Dataset entries
⟨
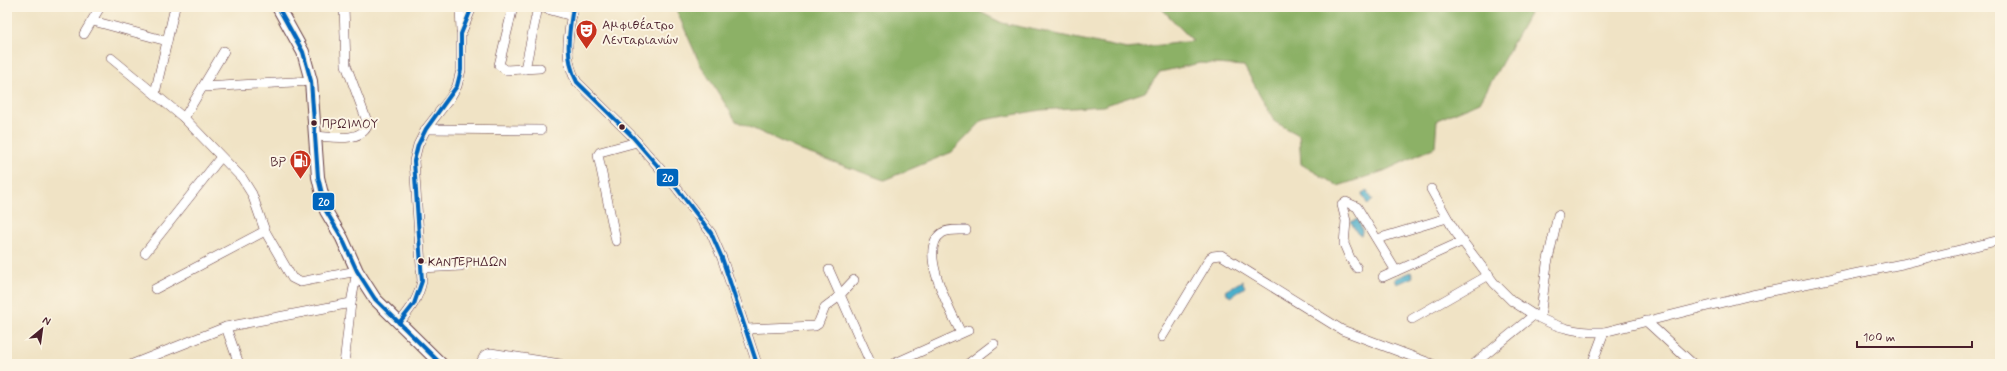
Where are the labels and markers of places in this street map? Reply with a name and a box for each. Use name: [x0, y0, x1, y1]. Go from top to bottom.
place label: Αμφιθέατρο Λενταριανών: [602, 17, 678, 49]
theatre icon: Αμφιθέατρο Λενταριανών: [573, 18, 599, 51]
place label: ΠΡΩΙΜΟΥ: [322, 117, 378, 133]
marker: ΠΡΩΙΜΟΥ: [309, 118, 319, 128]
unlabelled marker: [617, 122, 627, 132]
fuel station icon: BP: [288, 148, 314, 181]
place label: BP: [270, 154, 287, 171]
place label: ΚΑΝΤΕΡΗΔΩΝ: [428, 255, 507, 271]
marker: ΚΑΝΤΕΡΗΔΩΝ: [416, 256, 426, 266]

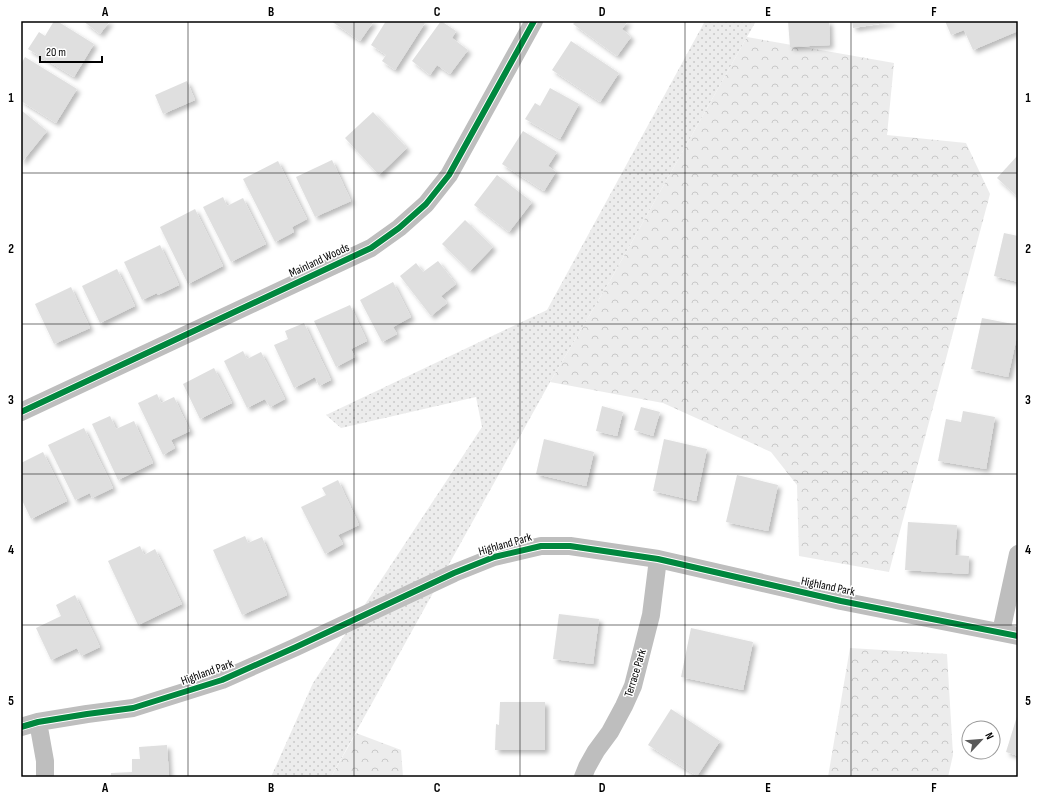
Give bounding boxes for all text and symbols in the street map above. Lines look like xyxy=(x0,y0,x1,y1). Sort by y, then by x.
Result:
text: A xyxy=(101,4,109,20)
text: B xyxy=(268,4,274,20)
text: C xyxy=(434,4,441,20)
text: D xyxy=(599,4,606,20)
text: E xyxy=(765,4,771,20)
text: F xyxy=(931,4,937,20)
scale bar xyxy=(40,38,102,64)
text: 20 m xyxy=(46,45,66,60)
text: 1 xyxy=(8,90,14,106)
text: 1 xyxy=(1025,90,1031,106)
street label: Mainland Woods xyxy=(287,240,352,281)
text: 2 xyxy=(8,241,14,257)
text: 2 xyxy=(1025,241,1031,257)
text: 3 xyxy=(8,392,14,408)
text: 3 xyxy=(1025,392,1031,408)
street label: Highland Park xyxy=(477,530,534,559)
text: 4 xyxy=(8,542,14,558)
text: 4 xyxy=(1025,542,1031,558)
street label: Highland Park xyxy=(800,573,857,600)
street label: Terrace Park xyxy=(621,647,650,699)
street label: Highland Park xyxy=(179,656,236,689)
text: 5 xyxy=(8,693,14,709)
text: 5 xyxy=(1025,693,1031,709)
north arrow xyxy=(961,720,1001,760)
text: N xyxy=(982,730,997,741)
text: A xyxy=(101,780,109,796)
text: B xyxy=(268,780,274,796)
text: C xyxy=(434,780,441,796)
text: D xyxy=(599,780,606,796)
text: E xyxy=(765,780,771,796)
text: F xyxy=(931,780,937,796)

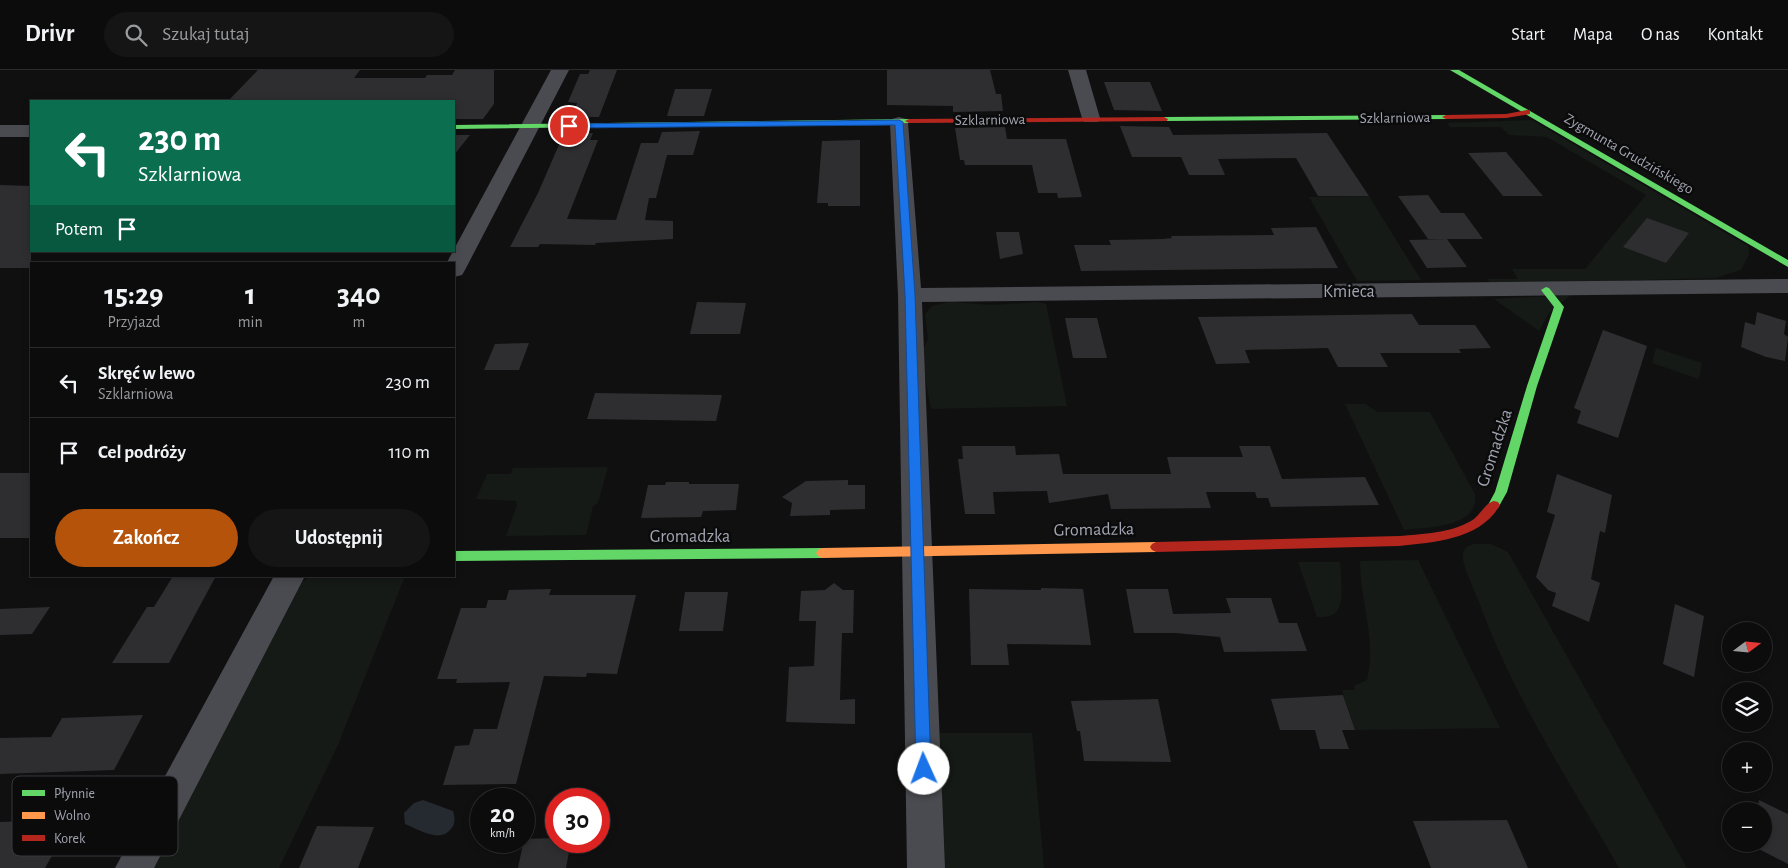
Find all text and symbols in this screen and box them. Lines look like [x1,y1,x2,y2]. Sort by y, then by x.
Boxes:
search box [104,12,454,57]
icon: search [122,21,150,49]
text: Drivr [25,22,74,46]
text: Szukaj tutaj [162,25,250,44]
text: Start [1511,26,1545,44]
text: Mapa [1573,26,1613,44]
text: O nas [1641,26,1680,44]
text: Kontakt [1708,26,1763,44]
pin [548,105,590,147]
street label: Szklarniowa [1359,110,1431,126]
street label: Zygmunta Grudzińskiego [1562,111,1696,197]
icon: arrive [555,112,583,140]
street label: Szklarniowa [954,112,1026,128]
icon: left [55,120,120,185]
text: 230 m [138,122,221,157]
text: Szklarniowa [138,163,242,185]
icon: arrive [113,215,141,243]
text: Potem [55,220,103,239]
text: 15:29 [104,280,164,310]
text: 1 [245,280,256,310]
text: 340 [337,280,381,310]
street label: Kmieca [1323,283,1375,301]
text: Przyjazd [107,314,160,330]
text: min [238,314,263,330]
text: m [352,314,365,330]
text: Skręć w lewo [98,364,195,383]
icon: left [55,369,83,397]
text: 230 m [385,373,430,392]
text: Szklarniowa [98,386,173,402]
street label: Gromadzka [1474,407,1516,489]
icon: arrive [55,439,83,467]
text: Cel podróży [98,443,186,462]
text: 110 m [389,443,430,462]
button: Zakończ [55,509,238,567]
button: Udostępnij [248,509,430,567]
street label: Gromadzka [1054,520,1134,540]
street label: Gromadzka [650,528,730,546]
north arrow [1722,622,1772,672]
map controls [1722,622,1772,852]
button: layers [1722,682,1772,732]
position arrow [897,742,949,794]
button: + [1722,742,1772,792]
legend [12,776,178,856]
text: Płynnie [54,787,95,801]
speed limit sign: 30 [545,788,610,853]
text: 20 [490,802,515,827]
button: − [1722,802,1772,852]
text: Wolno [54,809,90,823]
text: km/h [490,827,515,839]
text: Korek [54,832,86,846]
⟩
Restate the entries verbatim, without pictures.

Where are the labels and markers of places in this street map? Reply with a name and a box for each. Use name: [x0, y0, x1, y1]. Go from top to bottom.
place label: Αμφιθέατρο Λενταριανών: [602, 17, 678, 49]
theatre icon: Αμφιθέατρο Λενταριανών: [573, 18, 599, 51]
place label: ΠΡΩΙΜΟΥ: [322, 117, 378, 133]
marker: ΠΡΩΙΜΟΥ: [309, 118, 319, 128]
unlabelled marker: [617, 122, 627, 132]
fuel station icon: BP: [288, 148, 314, 181]
place label: BP: [270, 154, 287, 171]
place label: ΚΑΝΤΕΡΗΔΩΝ: [428, 255, 507, 271]
marker: ΚΑΝΤΕΡΗΔΩΝ: [416, 256, 426, 266]

Give bounding boxes for all text and symbols in the street map above. Lines look like xyxy=(x0,y0,x1,y1). Sort by y, then by x.
Result:
text: A xyxy=(101,4,109,20)
text: B xyxy=(268,4,274,20)
text: C xyxy=(434,4,441,20)
text: D xyxy=(599,4,606,20)
text: E xyxy=(765,4,771,20)
text: F xyxy=(931,4,937,20)
scale bar xyxy=(40,38,102,64)
text: 20 m xyxy=(46,45,66,60)
text: 1 xyxy=(8,90,14,106)
text: 1 xyxy=(1025,90,1031,106)
street label: Mainland Woods xyxy=(287,240,352,281)
text: 2 xyxy=(8,241,14,257)
text: 2 xyxy=(1025,241,1031,257)
text: 3 xyxy=(8,392,14,408)
text: 3 xyxy=(1025,392,1031,408)
street label: Highland Park xyxy=(477,530,534,559)
text: 4 xyxy=(8,542,14,558)
text: 4 xyxy=(1025,542,1031,558)
street label: Highland Park xyxy=(800,573,857,600)
street label: Terrace Park xyxy=(621,647,650,699)
street label: Highland Park xyxy=(179,656,236,689)
text: 5 xyxy=(8,693,14,709)
text: 5 xyxy=(1025,693,1031,709)
north arrow xyxy=(961,720,1001,760)
text: N xyxy=(982,730,997,741)
text: A xyxy=(101,780,109,796)
text: B xyxy=(268,780,274,796)
text: C xyxy=(434,780,441,796)
text: D xyxy=(599,780,606,796)
text: E xyxy=(765,780,771,796)
text: F xyxy=(931,780,937,796)

Find all text and symbols in this screen and box them. Lines look like [x1,y1,x2,y2]. Sort by y, then by x.
Boxes:
search box [104,12,454,57]
icon: search [122,21,150,49]
text: Drivr [25,22,74,46]
text: Szukaj tutaj [162,25,250,44]
text: Start [1511,26,1545,44]
text: Mapa [1573,26,1613,44]
text: O nas [1641,26,1680,44]
text: Kontakt [1708,26,1763,44]
pin [548,105,590,147]
street label: Szklarniowa [1359,110,1431,126]
street label: Zygmunta Grudzińskiego [1562,111,1696,197]
icon: arrive [555,112,583,140]
street label: Szklarniowa [954,112,1026,128]
icon: left [55,120,120,185]
text: 230 m [138,122,221,157]
text: Szklarniowa [138,163,242,185]
icon: arrive [113,215,141,243]
text: Potem [55,220,103,239]
text: 15:29 [104,280,164,310]
text: 1 [245,280,256,310]
text: 340 [337,280,381,310]
street label: Kmieca [1323,283,1375,301]
text: Przyjazd [107,314,160,330]
text: min [238,314,263,330]
text: m [352,314,365,330]
text: Skręć w lewo [98,364,195,383]
icon: left [55,369,83,397]
text: 230 m [385,373,430,392]
text: Szklarniowa [98,386,173,402]
street label: Gromadzka [1474,407,1516,489]
icon: arrive [55,439,83,467]
text: Cel podróży [98,443,186,462]
text: 110 m [389,443,430,462]
button: Zakończ [55,509,238,567]
button: Udostępnij [248,509,430,567]
street label: Gromadzka [1054,520,1134,540]
street label: Gromadzka [650,528,730,546]
north arrow [1722,622,1772,672]
map controls [1722,622,1772,852]
button: layers [1722,682,1772,732]
position arrow [897,742,949,794]
button: + [1722,742,1772,792]
legend [12,776,178,856]
text: Płynnie [54,787,95,801]
speed limit sign: 30 [545,788,610,853]
text: 20 [490,802,515,827]
button: − [1722,802,1772,852]
text: Wolno [54,809,90,823]
text: km/h [490,827,515,839]
text: Korek [54,832,86,846]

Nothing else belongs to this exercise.